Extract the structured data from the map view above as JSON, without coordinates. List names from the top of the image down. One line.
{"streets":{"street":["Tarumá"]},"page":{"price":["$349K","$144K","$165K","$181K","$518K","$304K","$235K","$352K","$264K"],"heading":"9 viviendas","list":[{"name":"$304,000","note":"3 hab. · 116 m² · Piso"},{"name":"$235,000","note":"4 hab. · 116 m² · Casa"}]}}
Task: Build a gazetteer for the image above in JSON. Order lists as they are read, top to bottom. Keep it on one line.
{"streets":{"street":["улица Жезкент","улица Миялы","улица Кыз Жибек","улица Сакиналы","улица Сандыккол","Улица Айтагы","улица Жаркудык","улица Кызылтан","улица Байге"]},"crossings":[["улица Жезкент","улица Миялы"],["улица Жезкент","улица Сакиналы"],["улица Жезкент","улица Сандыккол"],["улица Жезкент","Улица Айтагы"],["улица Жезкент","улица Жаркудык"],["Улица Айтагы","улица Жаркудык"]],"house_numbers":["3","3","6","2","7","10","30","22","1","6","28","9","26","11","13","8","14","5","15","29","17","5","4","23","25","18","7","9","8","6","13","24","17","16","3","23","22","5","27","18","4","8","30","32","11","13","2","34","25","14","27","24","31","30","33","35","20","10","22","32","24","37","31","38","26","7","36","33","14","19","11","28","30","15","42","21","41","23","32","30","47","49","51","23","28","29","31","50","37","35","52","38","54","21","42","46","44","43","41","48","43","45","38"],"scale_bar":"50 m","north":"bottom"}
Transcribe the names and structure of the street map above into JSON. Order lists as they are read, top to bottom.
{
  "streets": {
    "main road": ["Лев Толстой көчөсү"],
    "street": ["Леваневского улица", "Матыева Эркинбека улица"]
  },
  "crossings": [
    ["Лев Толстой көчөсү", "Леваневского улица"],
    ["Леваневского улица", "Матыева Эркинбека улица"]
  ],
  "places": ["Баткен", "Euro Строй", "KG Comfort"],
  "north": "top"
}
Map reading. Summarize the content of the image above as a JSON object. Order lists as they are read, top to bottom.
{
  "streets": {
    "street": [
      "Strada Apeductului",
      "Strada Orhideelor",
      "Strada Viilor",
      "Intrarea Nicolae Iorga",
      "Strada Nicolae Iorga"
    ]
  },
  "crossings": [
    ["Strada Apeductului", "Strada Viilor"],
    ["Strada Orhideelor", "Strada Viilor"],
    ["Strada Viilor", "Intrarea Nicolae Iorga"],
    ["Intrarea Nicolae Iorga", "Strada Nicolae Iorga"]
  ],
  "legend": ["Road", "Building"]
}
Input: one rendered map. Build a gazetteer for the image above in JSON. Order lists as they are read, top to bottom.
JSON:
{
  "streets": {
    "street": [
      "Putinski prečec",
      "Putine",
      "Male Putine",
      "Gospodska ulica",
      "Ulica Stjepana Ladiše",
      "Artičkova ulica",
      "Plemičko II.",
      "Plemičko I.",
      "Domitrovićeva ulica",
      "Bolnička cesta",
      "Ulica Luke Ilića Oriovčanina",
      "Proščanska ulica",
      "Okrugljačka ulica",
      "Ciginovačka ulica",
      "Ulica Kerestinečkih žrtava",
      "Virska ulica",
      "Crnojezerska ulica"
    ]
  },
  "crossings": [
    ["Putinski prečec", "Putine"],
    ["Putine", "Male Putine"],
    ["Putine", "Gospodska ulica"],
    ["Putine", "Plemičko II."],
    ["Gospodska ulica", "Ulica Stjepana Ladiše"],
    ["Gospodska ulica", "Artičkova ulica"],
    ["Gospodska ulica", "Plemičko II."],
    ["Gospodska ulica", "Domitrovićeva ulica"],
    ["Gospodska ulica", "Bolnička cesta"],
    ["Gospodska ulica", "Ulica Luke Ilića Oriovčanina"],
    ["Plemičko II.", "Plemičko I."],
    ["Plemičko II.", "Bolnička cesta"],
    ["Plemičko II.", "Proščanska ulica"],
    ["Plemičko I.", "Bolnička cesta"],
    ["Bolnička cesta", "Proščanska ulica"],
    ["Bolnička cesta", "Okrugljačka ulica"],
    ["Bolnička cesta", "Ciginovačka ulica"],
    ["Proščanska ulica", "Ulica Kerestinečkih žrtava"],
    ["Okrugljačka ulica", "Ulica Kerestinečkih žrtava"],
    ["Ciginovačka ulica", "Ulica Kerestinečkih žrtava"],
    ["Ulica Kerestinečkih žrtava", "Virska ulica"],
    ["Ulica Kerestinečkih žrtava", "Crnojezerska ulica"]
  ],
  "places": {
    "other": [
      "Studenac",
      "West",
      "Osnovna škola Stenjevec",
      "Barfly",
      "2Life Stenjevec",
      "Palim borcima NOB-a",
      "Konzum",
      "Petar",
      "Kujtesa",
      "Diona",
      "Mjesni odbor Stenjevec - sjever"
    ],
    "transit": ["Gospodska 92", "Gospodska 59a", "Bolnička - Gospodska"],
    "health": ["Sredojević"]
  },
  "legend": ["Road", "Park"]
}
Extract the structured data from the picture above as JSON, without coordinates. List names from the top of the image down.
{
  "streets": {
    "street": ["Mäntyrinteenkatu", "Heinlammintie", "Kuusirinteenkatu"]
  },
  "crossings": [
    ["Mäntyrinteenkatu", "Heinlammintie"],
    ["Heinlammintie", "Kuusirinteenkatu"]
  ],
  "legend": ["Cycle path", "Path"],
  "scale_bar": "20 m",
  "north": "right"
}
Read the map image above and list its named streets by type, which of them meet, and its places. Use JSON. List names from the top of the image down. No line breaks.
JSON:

::::

Exercise brief
What's needed is every line of the listing, transcribed word for word.

Answer to the exercise
Extract the structured data from the map view above as JSON, without coordinates. List names from the top of the image down. One line.
{"streets":{"street":["Tarumá"]},"page":{"price":["$349K","$144K","$165K","$181K","$518K","$304K","$235K","$352K","$264K"],"heading":"9 viviendas","list":[{"name":"$304,000","note":"3 hab. · 116 m² · Piso"},{"name":"$235,000","note":"4 hab. · 116 m² · Casa"}]}}
Task: Build a gazetteer for the image above in JSON. Order lists as they are read, top to bottom. Keep it on one line.
{"streets":{"street":["улица Жезкент","улица Миялы","улица Кыз Жибек","улица Сакиналы","улица Сандыккол","Улица Айтагы","улица Жаркудык","улица Кызылтан","улица Байге"]},"crossings":[["улица Жезкент","улица Миялы"],["улица Жезкент","улица Сакиналы"],["улица Жезкент","улица Сандыккол"],["улица Жезкент","Улица Айтагы"],["улица Жезкент","улица Жаркудык"],["Улица Айтагы","улица Жаркудык"]],"house_numbers":["3","3","6","2","7","10","30","22","1","6","28","9","26","11","13","8","14","5","15","29","17","5","4","23","25","18","7","9","8","6","13","24","17","16","3","23","22","5","27","18","4","8","30","32","11","13","2","34","25","14","27","24","31","30","33","35","20","10","22","32","24","37","31","38","26","7","36","33","14","19","11","28","30","15","42","21","41","23","32","30","47","49","51","23","28","29","31","50","37","35","52","38","54","21","42","46","44","43","41","48","43","45","38"],"scale_bar":"50 m","north":"bottom"}
Transcribe the names and structure of the street map above into JSON. Order lists as they are read, top to bottom.
{
  "streets": {
    "main road": ["Лев Толстой көчөсү"],
    "street": ["Леваневского улица", "Матыева Эркинбека улица"]
  },
  "crossings": [
    ["Лев Толстой көчөсү", "Леваневского улица"],
    ["Леваневского улица", "Матыева Эркинбека улица"]
  ],
  "places": ["Баткен", "Euro Строй", "KG Comfort"],
  "north": "top"
}
Map reading. Summarize the content of the image above as a JSON object. Order lists as they are read, top to bottom.
{
  "streets": {
    "street": [
      "Strada Apeductului",
      "Strada Orhideelor",
      "Strada Viilor",
      "Intrarea Nicolae Iorga",
      "Strada Nicolae Iorga"
    ]
  },
  "crossings": [
    ["Strada Apeductului", "Strada Viilor"],
    ["Strada Orhideelor", "Strada Viilor"],
    ["Strada Viilor", "Intrarea Nicolae Iorga"],
    ["Intrarea Nicolae Iorga", "Strada Nicolae Iorga"]
  ],
  "legend": ["Road", "Building"]
}
Input: one rendered map. Build a gazetteer for the image above in JSON. Order lists as they are read, top to bottom.
JSON:
{
  "streets": {
    "street": [
      "Putinski prečec",
      "Putine",
      "Male Putine",
      "Gospodska ulica",
      "Ulica Stjepana Ladiše",
      "Artičkova ulica",
      "Plemičko II.",
      "Plemičko I.",
      "Domitrovićeva ulica",
      "Bolnička cesta",
      "Ulica Luke Ilića Oriovčanina",
      "Proščanska ulica",
      "Okrugljačka ulica",
      "Ciginovačka ulica",
      "Ulica Kerestinečkih žrtava",
      "Virska ulica",
      "Crnojezerska ulica"
    ]
  },
  "crossings": [
    ["Putinski prečec", "Putine"],
    ["Putine", "Male Putine"],
    ["Putine", "Gospodska ulica"],
    ["Putine", "Plemičko II."],
    ["Gospodska ulica", "Ulica Stjepana Ladiše"],
    ["Gospodska ulica", "Artičkova ulica"],
    ["Gospodska ulica", "Plemičko II."],
    ["Gospodska ulica", "Domitrovićeva ulica"],
    ["Gospodska ulica", "Bolnička cesta"],
    ["Gospodska ulica", "Ulica Luke Ilića Oriovčanina"],
    ["Plemičko II.", "Plemičko I."],
    ["Plemičko II.", "Bolnička cesta"],
    ["Plemičko II.", "Proščanska ulica"],
    ["Plemičko I.", "Bolnička cesta"],
    ["Bolnička cesta", "Proščanska ulica"],
    ["Bolnička cesta", "Okrugljačka ulica"],
    ["Bolnička cesta", "Ciginovačka ulica"],
    ["Proščanska ulica", "Ulica Kerestinečkih žrtava"],
    ["Okrugljačka ulica", "Ulica Kerestinečkih žrtava"],
    ["Ciginovačka ulica", "Ulica Kerestinečkih žrtava"],
    ["Ulica Kerestinečkih žrtava", "Virska ulica"],
    ["Ulica Kerestinečkih žrtava", "Crnojezerska ulica"]
  ],
  "places": {
    "other": [
      "Studenac",
      "West",
      "Osnovna škola Stenjevec",
      "Barfly",
      "2Life Stenjevec",
      "Palim borcima NOB-a",
      "Konzum",
      "Petar",
      "Kujtesa",
      "Diona",
      "Mjesni odbor Stenjevec - sjever"
    ],
    "transit": ["Gospodska 92", "Gospodska 59a", "Bolnička - Gospodska"],
    "health": ["Sredojević"]
  },
  "legend": ["Road", "Park"]
}
Extract the structured data from the picture above as JSON, without coordinates. List names from the top of the image down.
{
  "streets": {
    "street": ["Mäntyrinteenkatu", "Heinlammintie", "Kuusirinteenkatu"]
  },
  "crossings": [
    ["Mäntyrinteenkatu", "Heinlammintie"],
    ["Heinlammintie", "Kuusirinteenkatu"]
  ],
  "legend": ["Cycle path", "Path"],
  "scale_bar": "20 m",
  "north": "right"
}
Read the map image above and list its named streets by type, which of them meet, and its places. Use JSON. List names from the top of the image down. No line breaks.
JSON:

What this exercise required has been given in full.